*** Stored data Section Begins ***

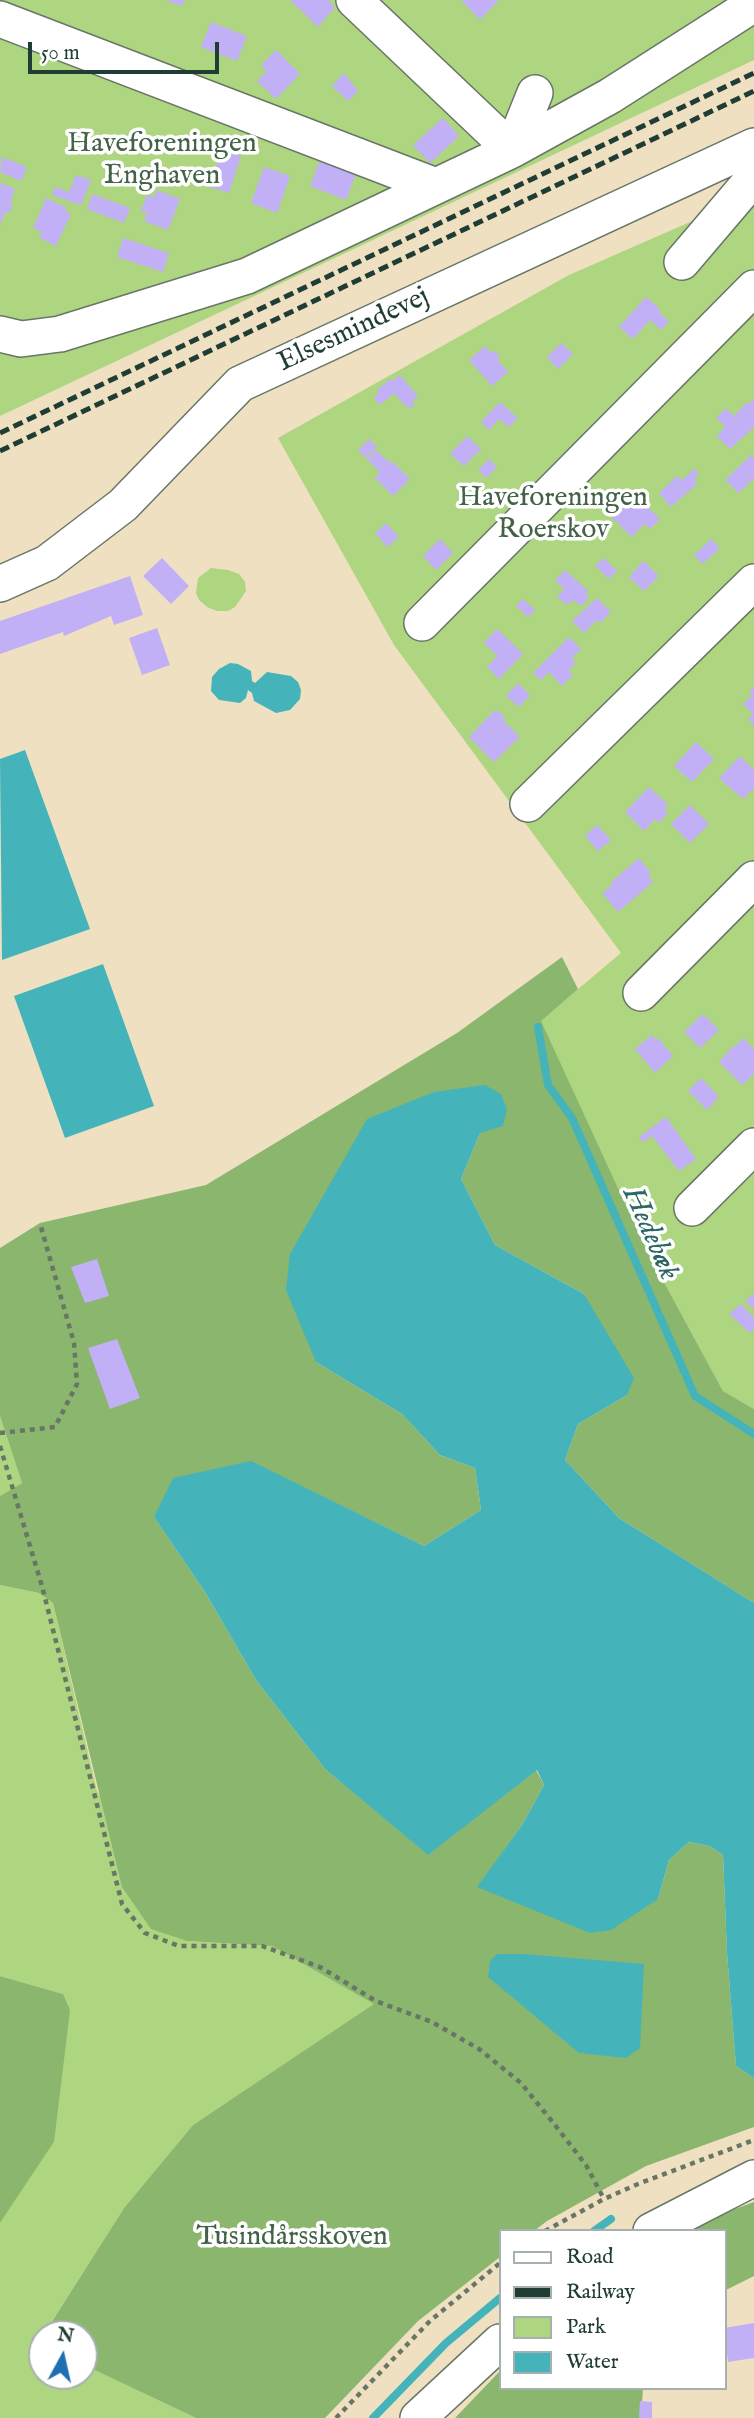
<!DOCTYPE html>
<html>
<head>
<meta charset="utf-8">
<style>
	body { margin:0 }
	#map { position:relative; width:754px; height:2418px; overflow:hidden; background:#efe0c2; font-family:"IM FELL English",serif }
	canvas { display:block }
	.legend { position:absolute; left:499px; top:2229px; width:228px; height:161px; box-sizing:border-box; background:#fff; border:2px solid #a5b1ae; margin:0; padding:9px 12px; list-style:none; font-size:21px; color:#1f3d34 }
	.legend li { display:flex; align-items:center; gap:14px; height:35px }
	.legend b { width:35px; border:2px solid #a5b1ae }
	.north { position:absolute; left:28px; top:2320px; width:70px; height:70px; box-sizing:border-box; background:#fff; border:2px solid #a5b1ae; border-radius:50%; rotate:8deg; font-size:19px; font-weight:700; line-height:28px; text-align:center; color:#1f3d34 }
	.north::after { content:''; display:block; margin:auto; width:24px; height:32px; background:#1f6fb2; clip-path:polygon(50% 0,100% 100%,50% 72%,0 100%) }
	.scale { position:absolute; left:28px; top:42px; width:191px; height:32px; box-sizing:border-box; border:4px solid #1f3d34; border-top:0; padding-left:9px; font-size:21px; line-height:24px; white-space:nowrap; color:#1f3d34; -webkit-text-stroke:5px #fff; paint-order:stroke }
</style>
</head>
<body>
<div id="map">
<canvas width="754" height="2418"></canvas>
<ul class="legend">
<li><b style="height:9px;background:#fff"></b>Road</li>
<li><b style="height:9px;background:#1f3d34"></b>Railway</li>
<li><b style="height:19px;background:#aed580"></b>Park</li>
<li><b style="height:19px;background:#44b4ba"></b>Water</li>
</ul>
<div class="north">N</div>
<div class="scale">50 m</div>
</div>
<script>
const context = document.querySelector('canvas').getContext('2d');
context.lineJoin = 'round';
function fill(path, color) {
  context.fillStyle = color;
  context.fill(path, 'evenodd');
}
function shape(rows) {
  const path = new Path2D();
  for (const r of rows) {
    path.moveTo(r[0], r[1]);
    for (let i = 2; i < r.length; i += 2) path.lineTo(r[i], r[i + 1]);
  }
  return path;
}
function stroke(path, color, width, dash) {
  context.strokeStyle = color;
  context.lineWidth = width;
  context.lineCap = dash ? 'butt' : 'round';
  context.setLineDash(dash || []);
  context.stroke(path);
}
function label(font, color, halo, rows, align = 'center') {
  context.font = font + ' "IM FELL English",serif';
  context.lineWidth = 7;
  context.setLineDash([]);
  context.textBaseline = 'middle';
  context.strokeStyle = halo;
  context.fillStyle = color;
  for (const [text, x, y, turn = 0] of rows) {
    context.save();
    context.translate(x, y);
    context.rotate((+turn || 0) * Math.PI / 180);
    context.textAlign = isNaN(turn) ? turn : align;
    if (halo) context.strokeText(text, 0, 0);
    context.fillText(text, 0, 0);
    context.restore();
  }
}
const green = shape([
	[0,0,754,0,754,60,0,416],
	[754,194,754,1409,723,1391,646,1249,540,1021,621,953,394,645,278,438,569,275],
	[211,568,228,570,239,574,245,582,246,591,235,607,228,611,217,611,207,607,199,600,196,593,198,578],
	[0,1416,22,1483,0,1496],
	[0,1585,39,1593,53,1603,97,1791,187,1941,272,1946,375,2004,193,2125,124,2208,38,2343,42,2345,42,2376,84,2376,84,2365,196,2418,0,2418,0,2223,54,2142,63,1994,0,1976]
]);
const forest = shape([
	[562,957,578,989,541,1021,646,1249,723,1391,754,1409,754,1603,619,1518,565,1460,578,1424,627,1395,584,1294,495,1245,461,1179,480,1133,501,1095,316,1362,402,1414,440,1455,475,1468,481,1510,424,1546,251,1462,154,1517,205,1592,256,1680,325,1769,428,1854,536,1770,544,1785,522,1825,478,1887,658,1899,669,1860,689,1842,709,1846,723,1855,727,1953,736,2066,754,2078,754,2127,646,2166,547,2221,534,2231,500,2231,500,2257,418,2321,325,2418,196,2418,84,2365,84,2334,44,2334,124,2208,193,2125,374,2004,272,1946,187,1941,151,1929,122,1887,53,1603,39,1593,0,1585,0,1496,22,1483,0,1416,0,1248,40,1223,206,1185,457,1033],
	[0,1976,63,1994,70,2010,54,2142,0,2223],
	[754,2202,754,2276,724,2291,724,2231,692,2231,716,2216],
	[500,2371,500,2388,643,2388,641,2418,455,2418]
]);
const water = shape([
	[230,663,238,664,251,671,252,681,255,683,267,672,291,676,298,682,301,690,300,699,290,710,276,713,254,701,252,693,248,690,246,698,240,703,219,700,211,691,212,677,219,669],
	[25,750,90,929,2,960,0,759],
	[103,964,154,1106,65,1138,14,996],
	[485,1085,501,1094,507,1109,503,1126,480,1133,461,1179,495,1245,584,1294,634,1378,627,1395,578,1424,565,1460,619,1518,754,1603,754,2078,736,2066,727,1953,723,1855,709,1846,689,1842,669,1860,658,1899,611,1930,590,1933,477,1887,522,1825,544,1785,537,1770,428,1855,325,1769,256,1680,205,1592,154,1517,173,1478,251,1461,424,1546,481,1510,475,1468,440,1455,402,1414,316,1362,286,1290,290,1254,367,1119,434,1092],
	[497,1954,524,1954,644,1964,640,2048,626,2058,579,2053,488,1977,490,1961]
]);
const stream = shape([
	[538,1027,548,1085,572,1118,695,1396,754,1434],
	[594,2231,611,2219],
	[373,2418,446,2343,500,2298]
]);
const building = shape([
	[165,0,185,0,182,6],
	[290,0,328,0,335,7,318,27],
	[461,0,499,0,480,20],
	[211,22,247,36,237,61,201,47],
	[276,50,300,74,276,99,257,81,267,71,261,65],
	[344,73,358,91,348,101,332,86],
	[443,118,459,136,430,163,413,145],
	[222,150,241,156,229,193,210,187],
	[2,157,27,167,21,181,0,172],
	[320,160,356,174,346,200,310,186],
	[264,167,290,176,277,213,251,203],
	[76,175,91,180,81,205,52,195,55,187,69,192],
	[0,183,15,189,11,200,12,209,4,215,0,225],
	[157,190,180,199,168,230,144,221,147,213,141,211,147,195,154,197],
	[92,194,130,208,124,223,87,209],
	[46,198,67,208,65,211,71,214,56,246,39,238,42,232,33,228],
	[123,238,169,253,163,272,117,257],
	[646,297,660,309,658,311,669,321,661,330,650,320,633,339,619,327],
	[561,343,573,354,558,369,547,357],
	[485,346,492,353,495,351,500,357,497,359,508,372,492,386,469,360],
	[400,375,418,396,412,401,415,405,411,408,408,406,406,407,394,393,380,405,374,398,379,393,377,390,390,379,392,381],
	[754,399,754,427,730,449,717,437,725,426,716,418,726,408,734,416,747,402,749,404],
	[500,402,518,418,509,427,499,419,489,430,481,422],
	[467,436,481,449,464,466,450,454],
	[369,439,377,447,366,458,358,450],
	[376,450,390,463,392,461,410,479,393,496,375,478,380,472,367,459],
	[751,455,754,459,754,478,739,493,725,480],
	[489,459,497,467,486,478,478,470],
	[694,469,699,474,694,480,697,484,671,507,659,493,677,476,682,480],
	[629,489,660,519,650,529,644,524,632,537,607,513],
	[386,523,399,537,387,547,375,533],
	[440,539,453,553,436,570,423,556],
	[711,539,720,548,703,564,694,555],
	[162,558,189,586,171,604,143,576],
	[604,558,617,571,609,579,595,566],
	[643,561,659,576,644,591,629,577],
	[565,570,588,591,586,594,589,597,582,606,572,600,567,605,557,597,564,589,555,580],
	[130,576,143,615,114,625,111,616,64,636,63,632,0,654,0,621],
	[597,598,611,612,600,623,597,620,584,633,572,621],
	[523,599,535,610,528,617,516,606],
	[157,628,170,665,142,675,129,638],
	[497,629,523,654,499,679,487,667,497,656,484,643],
	[569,637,581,649,572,658,576,662,569,670,573,675,562,686,549,672,541,680,533,673],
	[518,683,530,695,519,707,506,696],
	[754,687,754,726,748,719,753,714,743,704,752,696,749,692],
	[494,711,498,711,505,717,503,720,520,737,494,762,469,737],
	[696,742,714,759,692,782,674,766],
	[740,756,754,770,754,788,743,799,719,778],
	[649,787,668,805,664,809,668,813,659,823,655,819,644,831,625,812],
	[690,805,709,824,690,843,671,824],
	[597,825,611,840,598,851,585,836],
	[639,858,651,873,648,875,653,882,618,912,602,893,612,885,611,882],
	[703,1014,719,1030,700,1048,684,1032],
	[652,1035,656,1040,658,1038,673,1056,655,1073,635,1049],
	[743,1038,754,1049,754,1074,742,1085,719,1062,734,1045,735,1047],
	[701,1078,719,1097,707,1110,688,1091],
	[666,1117,696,1159,679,1171,652,1136,643,1142,639,1137],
	[97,1259,109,1296,85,1303,71,1267],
	[754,1293,754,1309,745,1301],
	[741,1304,754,1318,754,1329,750,1333,729,1314],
	[117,1339,140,1398,110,1409,88,1348],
	[754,2323,754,2358,728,2362,724,2328],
	[640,2401,652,2402,652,2418,639,2418]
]);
const path = shape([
	[0,1433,55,1427,77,1384,74,1343,41,1227],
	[0,1446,42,1586,122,1904,145,1933,179,1946,262,1946,320,1967,376,2001,432,2022,479,2049,521,2083,551,2120,586,2165,604,2199],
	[545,2231,604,2199,638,2184,754,2140],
	[336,2418,430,2321,500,2263]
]);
const minor = shape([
	[354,0,512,150,535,93],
	[0,19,436,186],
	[682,262,750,182],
	[0,334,21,339,60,334,247,276,512,150,610,96,754,4],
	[0,584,47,563,123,505,240,384,754,146],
	[422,623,754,288],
	[528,804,754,582],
	[641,993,754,879],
	[692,1208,754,1146],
	[651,2231,754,2178],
	[418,2418,500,2342]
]);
const rail = shape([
	[0,433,754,73],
	[0,451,754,91]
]);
const parkNames = [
	["Haveforeningen",162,145],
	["Enghaven",162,177],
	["Haveforeningen",553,499],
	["Roerskov",553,531],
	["Tusindårsskoven",292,2238]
];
const streetNames = [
	["Elsesmindevej",354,331,-25]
];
const waterNames = [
	["Hedebæk",649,1234,66]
];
fill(green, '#aed580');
fill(forest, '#8ab66e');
fill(water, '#44b4ba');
stroke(stream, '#44b4ba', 8);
fill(building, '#c2b0f7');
stroke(minor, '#687666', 38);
stroke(path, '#687666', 4.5, [5, 5]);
stroke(minor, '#fff', 35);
stroke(rail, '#1f3d34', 5, [10, 5]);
label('28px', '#436347', '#fff', parkNames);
label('28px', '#1f3d34', '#fff', streetNames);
label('italic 30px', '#2c6763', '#fff', waterNames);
</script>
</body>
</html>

*** Stored data Section Ends ***

◆ **Directions**
A single number is needed: the count of lines in the records that include "halo".

◆ **Exercise response**
3